Re: Proposal: Recent mutated table tracking in memory

From: Nadav Shatz <nadav(at)tailorbrands(dot)com>
To: Tatsuo Ishii <ishii(at)postgresql(dot)org>
Cc: pgpool-hackers(at)lists(dot)postgresql(dot)org
Subject: Re: Proposal: Recent mutated table tracking in memory
Date: 2026-02-12 09:05:19
Message-ID: CACeKOO21jgrafj6RzO+ibLjBDUdDeQ0Tuu3tatkmGUdQi+GAAQ@mail.gmail.com
Views: Whole Thread | Raw Message | Download mbox | Resend email
Thread:
Lists: pgpool-hackers

Hi Tatsuo,

Thank you for the careful review. You raised an important concern. I've
addressed it in the updated patch — here's the explanation:

The attack scenario you describe is now handled. In the updated patch,
writes inside explicit transactions are only flushed to the shared-memory
table map at COMMIT time. If the transaction is rolled back, the table is
never marked as stale.

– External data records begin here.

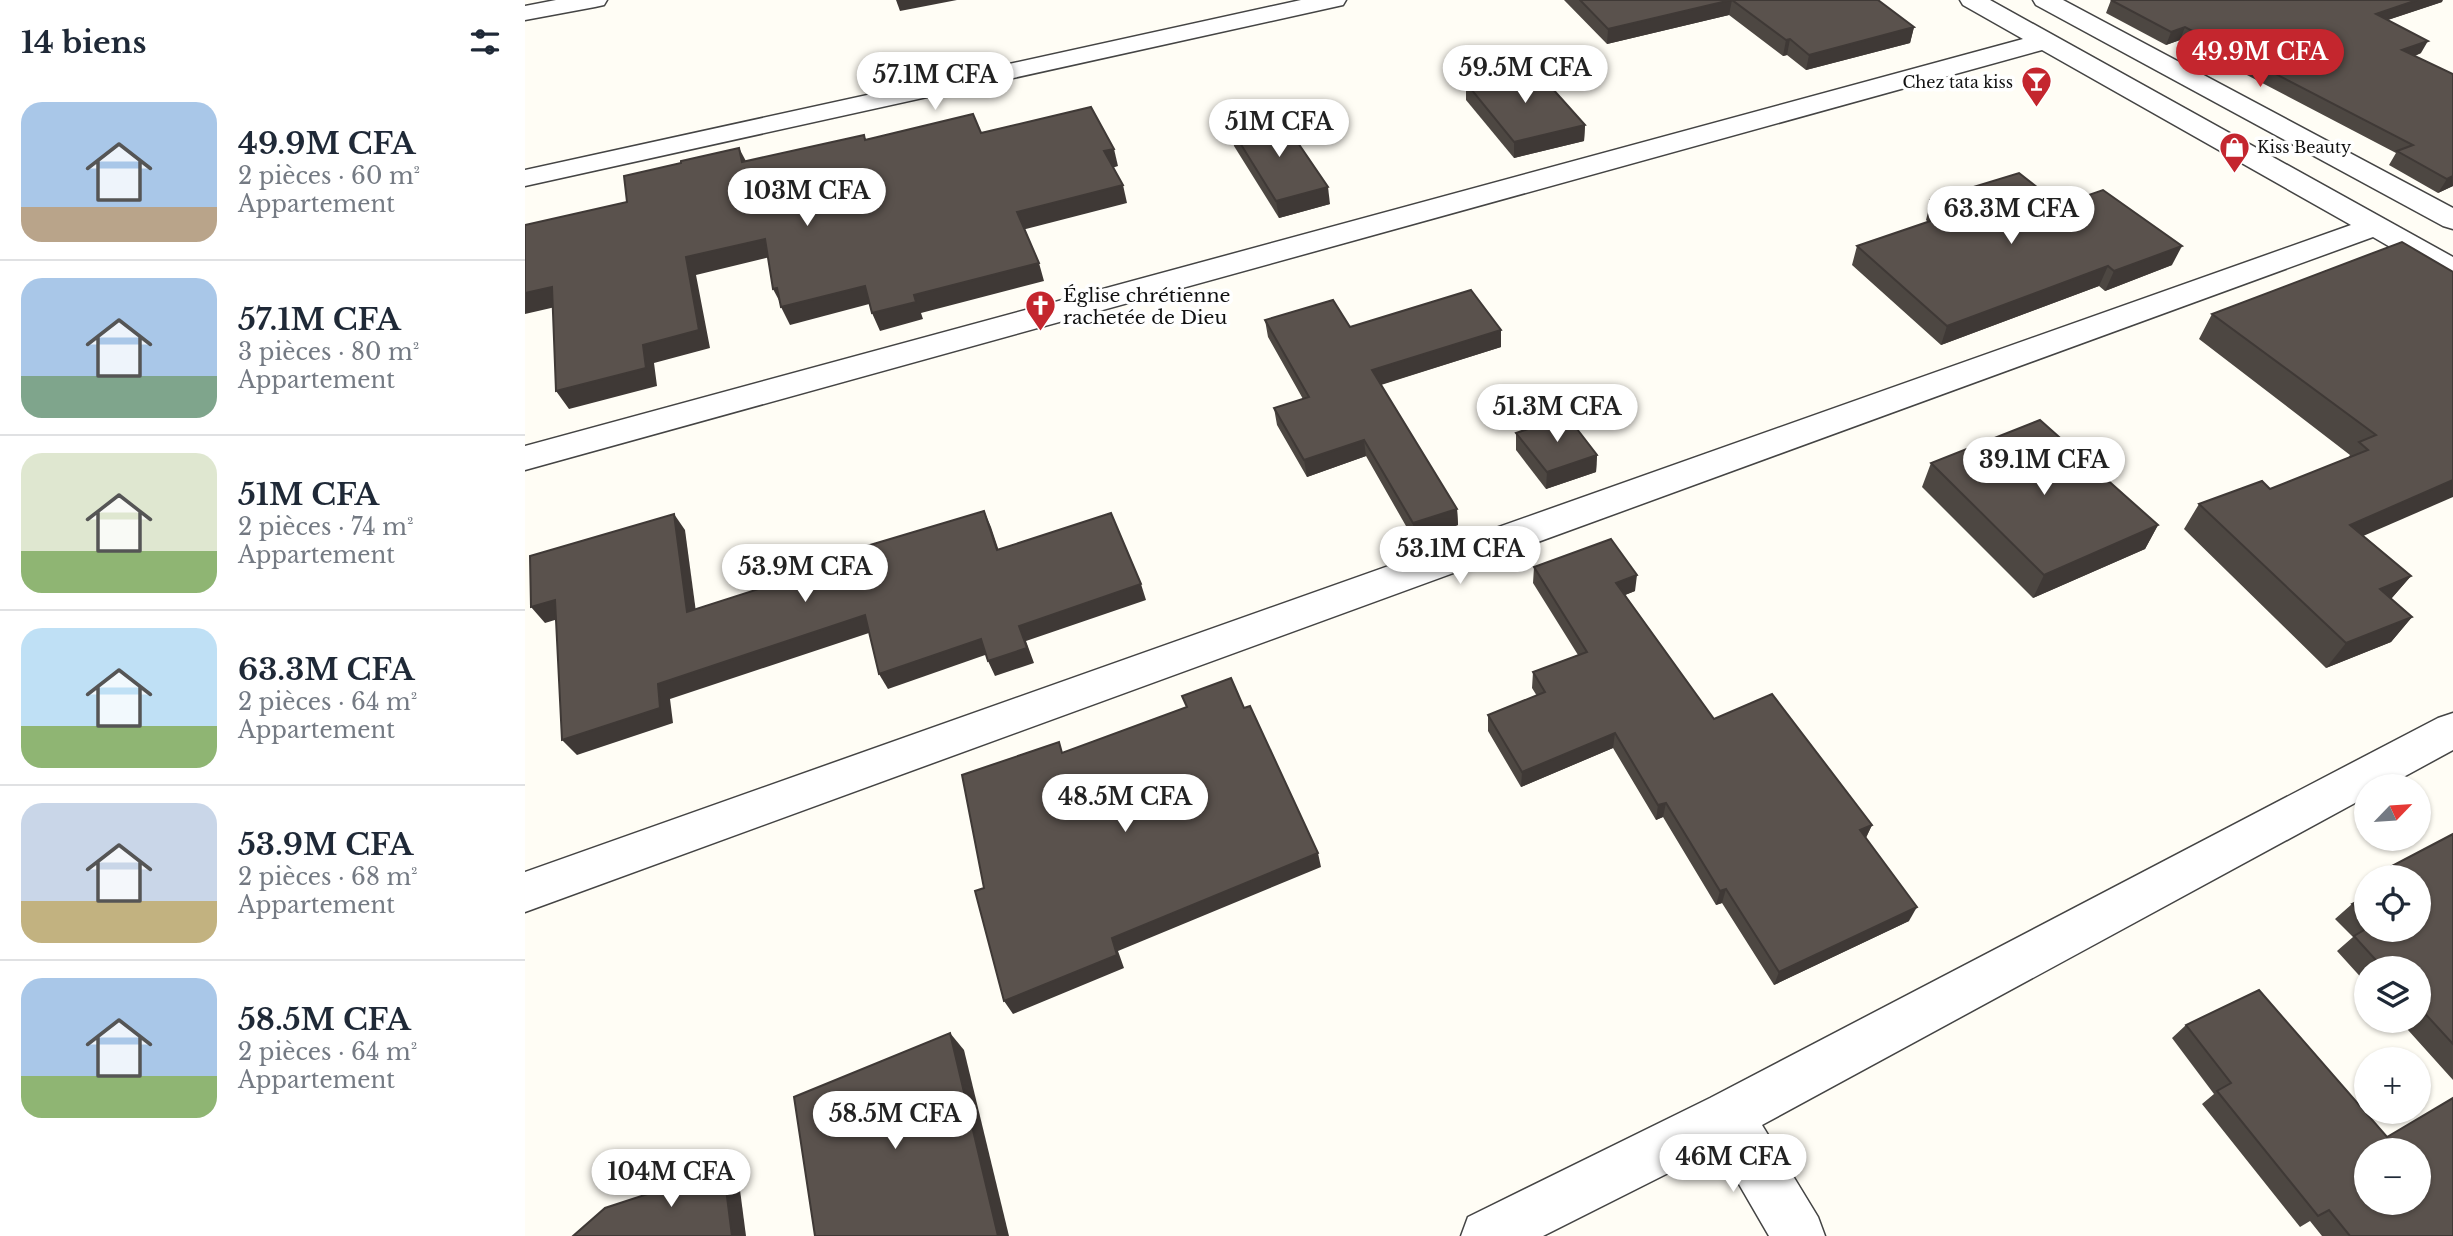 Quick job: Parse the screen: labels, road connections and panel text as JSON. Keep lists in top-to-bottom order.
{
  "places": {
    "bar": ["Chez tata kiss"],
    "shop": ["Kiss Beauty"],
    "church": ["Église chrétienne rachetée de Dieu"]
  },
  "north": "top right",
  "page": {
    "heading": "14 biens",
    "price": [
      "49.9M CFA",
      "59.5M CFA",
      "57.1M CFA",
      "51M CFA",
      "103M CFA",
      "63.3M CFA",
      "51.3M CFA",
      "39.1M CFA",
      "53.1M CFA",
      "53.9M CFA",
      "48.5M CFA",
      "58.5M CFA",
      "46M CFA",
      "104M CFA"
    ],
    "list": [
      {
        "name": "49.9M CFA",
        "note": "2 pièces · 60 m² · Appartement"
      },
      {
        "name": "57.1M CFA",
        "note": "3 pièces · 80 m² · Appartement"
      },
      {
        "name": "51M CFA",
        "note": "2 pièces · 74 m² · Appartement"
      },
      {
        "name": "63.3M CFA",
        "note": "2 pièces · 64 m² · Appartement"
      },
      {
        "name": "53.9M CFA",
        "note": "2 pièces · 68 m² · Appartement"
      },
      {
        "name": "58.5M CFA",
        "note": "2 pièces · 64 m² · Appartement"
      }
    ],
    "map_buttons": ["+", "−"]
  }
}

So the attack pattern:

BEGIN;
UPDATE t1 SET i = 1 WHERE FALSE;
ROLLBACK;

has zero effect on the shared-memory table map. The dml_adaptive_global
mode piggybacks on the existing dml_adaptive per-transaction write list
(transaction_temp_write_list). On COMMIT, the accumulated table names are
resolved to OIDs and flushed to shared memory. On ROLLBACK,
the list is simply discarded (the existing dml_adaptive behavior).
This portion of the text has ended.